Your task is to repeat the entries underneath exactly, minus the pictures.

## Information shown

---+---

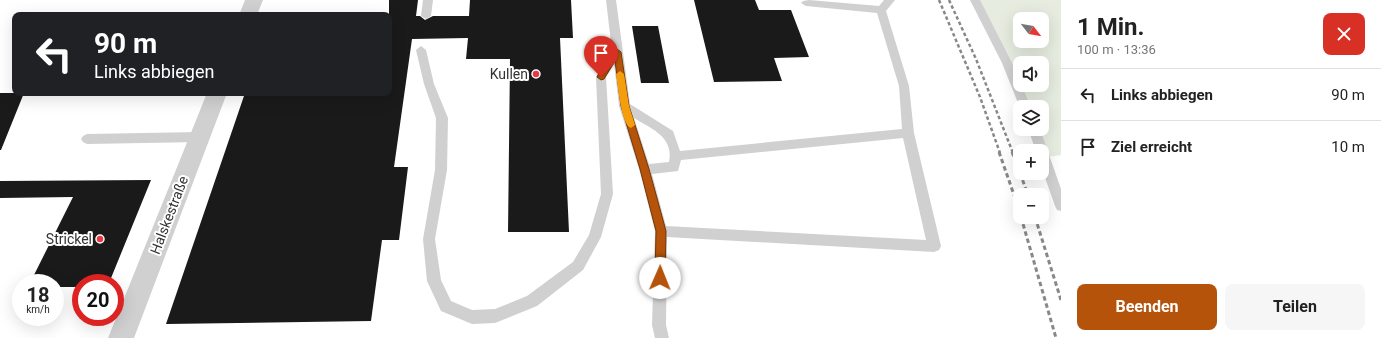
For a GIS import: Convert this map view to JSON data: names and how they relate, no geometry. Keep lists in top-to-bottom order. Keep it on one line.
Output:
{"streets":{"street":["Halskestraße"]},"places":["Kullen","Strickel"],"north":"bottom right","page":{"heading":["1 Min.","100 m · 13:36"],"map_buttons":["+","−"],"turn":["90 m","Links abbiegen"],"list":[{"name":"Links abbiegen","value":"90 m"},{"name":"Ziel erreicht","value":"10 m"}],"speed":"18 km/h","limit":"20","buttons":["Beenden","Teilen"]}}
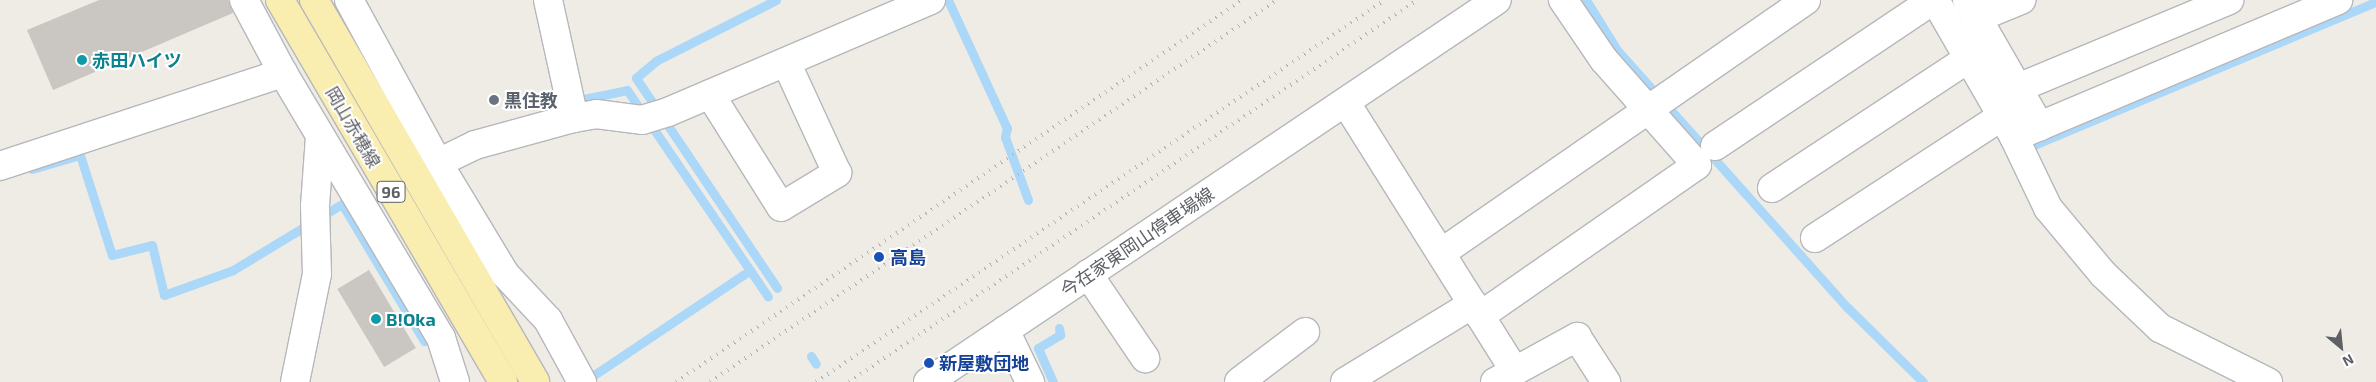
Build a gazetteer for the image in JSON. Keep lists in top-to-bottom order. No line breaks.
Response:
{"streets":{"main road":["岡山赤穂線","96"],"street":["今在家東岡山停車場線"]},"places":["赤田ハイツ","黒住教","高島","B!Oka","新屋敷団地"],"north":"bottom right"}
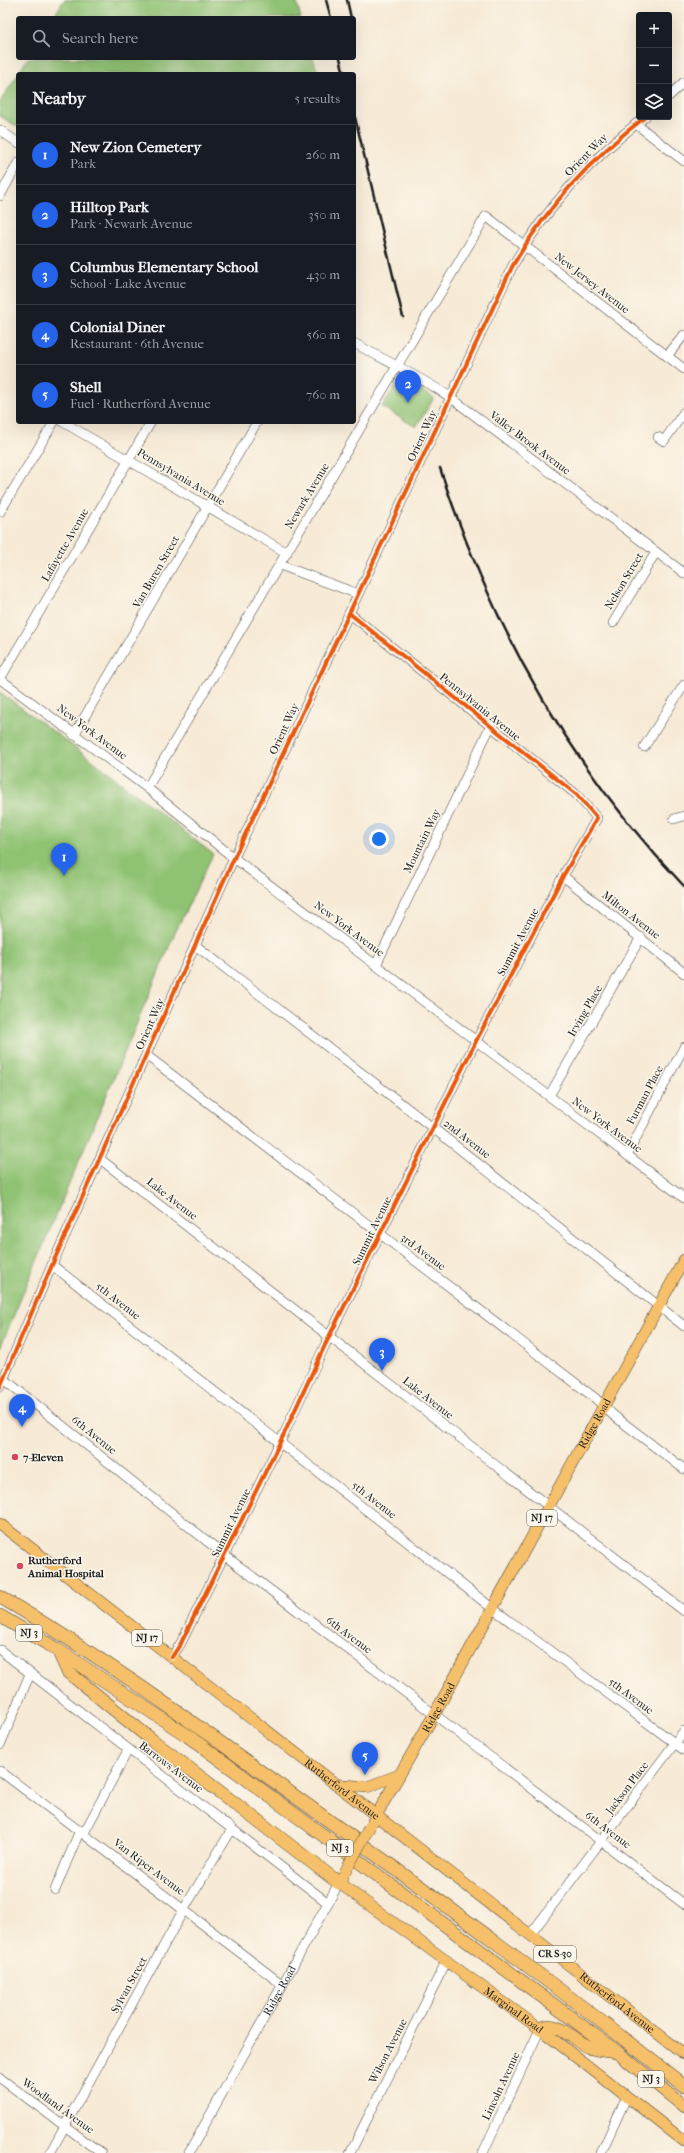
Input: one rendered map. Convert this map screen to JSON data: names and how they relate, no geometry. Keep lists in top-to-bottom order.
{
  "streets": {
    "highway": ["NJ 3"],
    "main road": [
      "Ridge Road",
      "NJ 17",
      "Rutherford Avenue",
      "CR S-30",
      "Marginal Road"
    ],
    "street": [
      "Orient Way",
      "New Jersey Avenue",
      "Valley Brook Avenue",
      "Pennsylvania Avenue",
      "Newark Avenue",
      "Lafayette Avenue",
      "Van Buren Street",
      "Nelson Street",
      "New York Avenue",
      "Mountain Way",
      "Milton Avenue",
      "Summit Avenue",
      "Irving Place",
      "Furman Place",
      "2nd Avenue",
      "Lake Avenue",
      "3rd Avenue",
      "5th Avenue",
      "6th Avenue",
      "Barrows Avenue",
      "Jackson Place",
      "Van Riper Avenue",
      "Sylvan Street",
      "Wilson Avenue",
      "Lincoln Avenue",
      "Woodland Avenue"
    ]
  },
  "crossings": [
    ["Orient Way", "New Jersey Avenue"],
    ["Orient Way", "Valley Brook Avenue"],
    ["Orient Way", "Pennsylvania Avenue"],
    ["Orient Way", "New York Avenue"],
    ["Orient Way", "2nd Avenue"],
    ["Orient Way", "Lake Avenue"],
    ["Orient Way", "3rd Avenue"],
    ["Orient Way", "5th Avenue"],
    ["Orient Way", "6th Avenue"],
    ["New Jersey Avenue", "Newark Avenue"],
    ["Valley Brook Avenue", "Newark Avenue"],
    ["Valley Brook Avenue", "Nelson Street"],
    ["Pennsylvania Avenue", "Newark Avenue"],
    ["Pennsylvania Avenue", "Lafayette Avenue"],
    ["Pennsylvania Avenue", "Van Buren Street"],
    ["Pennsylvania Avenue", "Mountain Way"],
    ["Pennsylvania Avenue", "Summit Avenue"],
    ["Newark Avenue", "New York Avenue"],
    ["Lafayette Avenue", "New York Avenue"],
    ["Van Buren Street", "New York Avenue"],
    ["New York Avenue", "Mountain Way"],
    ["New York Avenue", "Summit Avenue"],
    ["New York Avenue", "Irving Place"],
    ["New York Avenue", "Furman Place"],
    ["Milton Avenue", "Summit Avenue"],
    ["Milton Avenue", "Irving Place"],
    ["Summit Avenue", "2nd Avenue"],
    ["Summit Avenue", "Lake Avenue"],
    ["Summit Avenue", "3rd Avenue"],
    ["Summit Avenue", "5th Avenue"],
    ["Summit Avenue", "6th Avenue"],
    ["Summit Avenue", "Rutherford Avenue"],
    ["2nd Avenue", "Ridge Road"],
    ["Lake Avenue", "Ridge Road"],
    ["3rd Avenue", "Ridge Road"],
    ["5th Avenue", "Ridge Road"],
    ["5th Avenue", "Jackson Place"],
    ["Ridge Road", "6th Avenue"],
    ["Ridge Road", "Barrows Avenue"],
    ["Ridge Road", "Rutherford Avenue"],
    ["Ridge Road", "Van Riper Avenue"],
    ["Ridge Road", "Marginal Road"],
    ["6th Avenue", "Jackson Place"],
    ["Barrows Avenue", "Sylvan Street"],
    ["Jackson Place", "Rutherford Avenue"],
    ["Van Riper Avenue", "Sylvan Street"],
    ["Sylvan Street", "Woodland Avenue"],
    ["Marginal Road", "Wilson Avenue"],
    ["Marginal Road", "Lincoln Avenue"]
  ],
  "places": ["7-Eleven", "Rutherford Animal Hospital"],
  "page": {
    "map_buttons": ["+", "−"],
    "search": "Search here",
    "heading": ["Nearby", "5 results"],
    "list": [
      {
        "mark": "1",
        "name": "New Zion Cemetery",
        "note": "Park",
        "value": "260 m"
      },
      {
        "mark": "2",
        "name": "Hilltop Park",
        "note": "Park · Newark Avenue",
        "value": "350 m"
      },
      {
        "mark": "3",
        "name": "Columbus Elementary School",
        "note": "School · Lake Avenue",
        "value": "430 m"
      },
      {
        "mark": "4",
        "name": "Colonial Diner",
        "note": "Restaurant · 6th Avenue",
        "value": "560 m"
      },
      {
        "mark": "5",
        "name": "Shell",
        "note": "Fuel · Rutherford Avenue",
        "value": "760 m"
      }
    ],
    "pins": [
      "2",
      "1",
      "3",
      "4",
      "5"
    ]
  }
}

---+---

## Completed exercise
For a GIS import: Convert this map view to JSON data: names and how they relate, no geometry. Keep lists in top-to-bottom order. Keep it on one line.
Output:
{"streets":{"street":["Halskestraße"]},"places":["Kullen","Strickel"],"north":"bottom right","page":{"heading":["1 Min.","100 m · 13:36"],"map_buttons":["+","−"],"turn":["90 m","Links abbiegen"],"list":[{"name":"Links abbiegen","value":"90 m"},{"name":"Ziel erreicht","value":"10 m"}],"speed":"18 km/h","limit":"20","buttons":["Beenden","Teilen"]}}
Build a gazetteer for the image in JSON. Keep lists in top-to-bottom order. No line breaks.
Response:
{"streets":{"main road":["岡山赤穂線","96"],"street":["今在家東岡山停車場線"]},"places":["赤田ハイツ","黒住教","高島","B!Oka","新屋敷団地"],"north":"bottom right"}
Input: one rendered map. Convert this map screen to JSON data: names and how they relate, no geometry. Keep lists in top-to-bottom order.
{
  "streets": {
    "highway": ["NJ 3"],
    "main road": [
      "Ridge Road",
      "NJ 17",
      "Rutherford Avenue",
      "CR S-30",
      "Marginal Road"
    ],
    "street": [
      "Orient Way",
      "New Jersey Avenue",
      "Valley Brook Avenue",
      "Pennsylvania Avenue",
      "Newark Avenue",
      "Lafayette Avenue",
      "Van Buren Street",
      "Nelson Street",
      "New York Avenue",
      "Mountain Way",
      "Milton Avenue",
      "Summit Avenue",
      "Irving Place",
      "Furman Place",
      "2nd Avenue",
      "Lake Avenue",
      "3rd Avenue",
      "5th Avenue",
      "6th Avenue",
      "Barrows Avenue",
      "Jackson Place",
      "Van Riper Avenue",
      "Sylvan Street",
      "Wilson Avenue",
      "Lincoln Avenue",
      "Woodland Avenue"
    ]
  },
  "crossings": [
    ["Orient Way", "New Jersey Avenue"],
    ["Orient Way", "Valley Brook Avenue"],
    ["Orient Way", "Pennsylvania Avenue"],
    ["Orient Way", "New York Avenue"],
    ["Orient Way", "2nd Avenue"],
    ["Orient Way", "Lake Avenue"],
    ["Orient Way", "3rd Avenue"],
    ["Orient Way", "5th Avenue"],
    ["Orient Way", "6th Avenue"],
    ["New Jersey Avenue", "Newark Avenue"],
    ["Valley Brook Avenue", "Newark Avenue"],
    ["Valley Brook Avenue", "Nelson Street"],
    ["Pennsylvania Avenue", "Newark Avenue"],
    ["Pennsylvania Avenue", "Lafayette Avenue"],
    ["Pennsylvania Avenue", "Van Buren Street"],
    ["Pennsylvania Avenue", "Mountain Way"],
    ["Pennsylvania Avenue", "Summit Avenue"],
    ["Newark Avenue", "New York Avenue"],
    ["Lafayette Avenue", "New York Avenue"],
    ["Van Buren Street", "New York Avenue"],
    ["New York Avenue", "Mountain Way"],
    ["New York Avenue", "Summit Avenue"],
    ["New York Avenue", "Irving Place"],
    ["New York Avenue", "Furman Place"],
    ["Milton Avenue", "Summit Avenue"],
    ["Milton Avenue", "Irving Place"],
    ["Summit Avenue", "2nd Avenue"],
    ["Summit Avenue", "Lake Avenue"],
    ["Summit Avenue", "3rd Avenue"],
    ["Summit Avenue", "5th Avenue"],
    ["Summit Avenue", "6th Avenue"],
    ["Summit Avenue", "Rutherford Avenue"],
    ["2nd Avenue", "Ridge Road"],
    ["Lake Avenue", "Ridge Road"],
    ["3rd Avenue", "Ridge Road"],
    ["5th Avenue", "Ridge Road"],
    ["5th Avenue", "Jackson Place"],
    ["Ridge Road", "6th Avenue"],
    ["Ridge Road", "Barrows Avenue"],
    ["Ridge Road", "Rutherford Avenue"],
    ["Ridge Road", "Van Riper Avenue"],
    ["Ridge Road", "Marginal Road"],
    ["6th Avenue", "Jackson Place"],
    ["Barrows Avenue", "Sylvan Street"],
    ["Jackson Place", "Rutherford Avenue"],
    ["Van Riper Avenue", "Sylvan Street"],
    ["Sylvan Street", "Woodland Avenue"],
    ["Marginal Road", "Wilson Avenue"],
    ["Marginal Road", "Lincoln Avenue"]
  ],
  "places": ["7-Eleven", "Rutherford Animal Hospital"],
  "page": {
    "map_buttons": ["+", "−"],
    "search": "Search here",
    "heading": ["Nearby", "5 results"],
    "list": [
      {
        "mark": "1",
        "name": "New Zion Cemetery",
        "note": "Park",
        "value": "260 m"
      },
      {
        "mark": "2",
        "name": "Hilltop Park",
        "note": "Park · Newark Avenue",
        "value": "350 m"
      },
      {
        "mark": "3",
        "name": "Columbus Elementary School",
        "note": "School · Lake Avenue",
        "value": "430 m"
      },
      {
        "mark": "4",
        "name": "Colonial Diner",
        "note": "Restaurant · 6th Avenue",
        "value": "560 m"
      },
      {
        "mark": "5",
        "name": "Shell",
        "note": "Fuel · Rutherford Avenue",
        "value": "760 m"
      }
    ],
    "pins": [
      "2",
      "1",
      "3",
      "4",
      "5"
    ]
  }
}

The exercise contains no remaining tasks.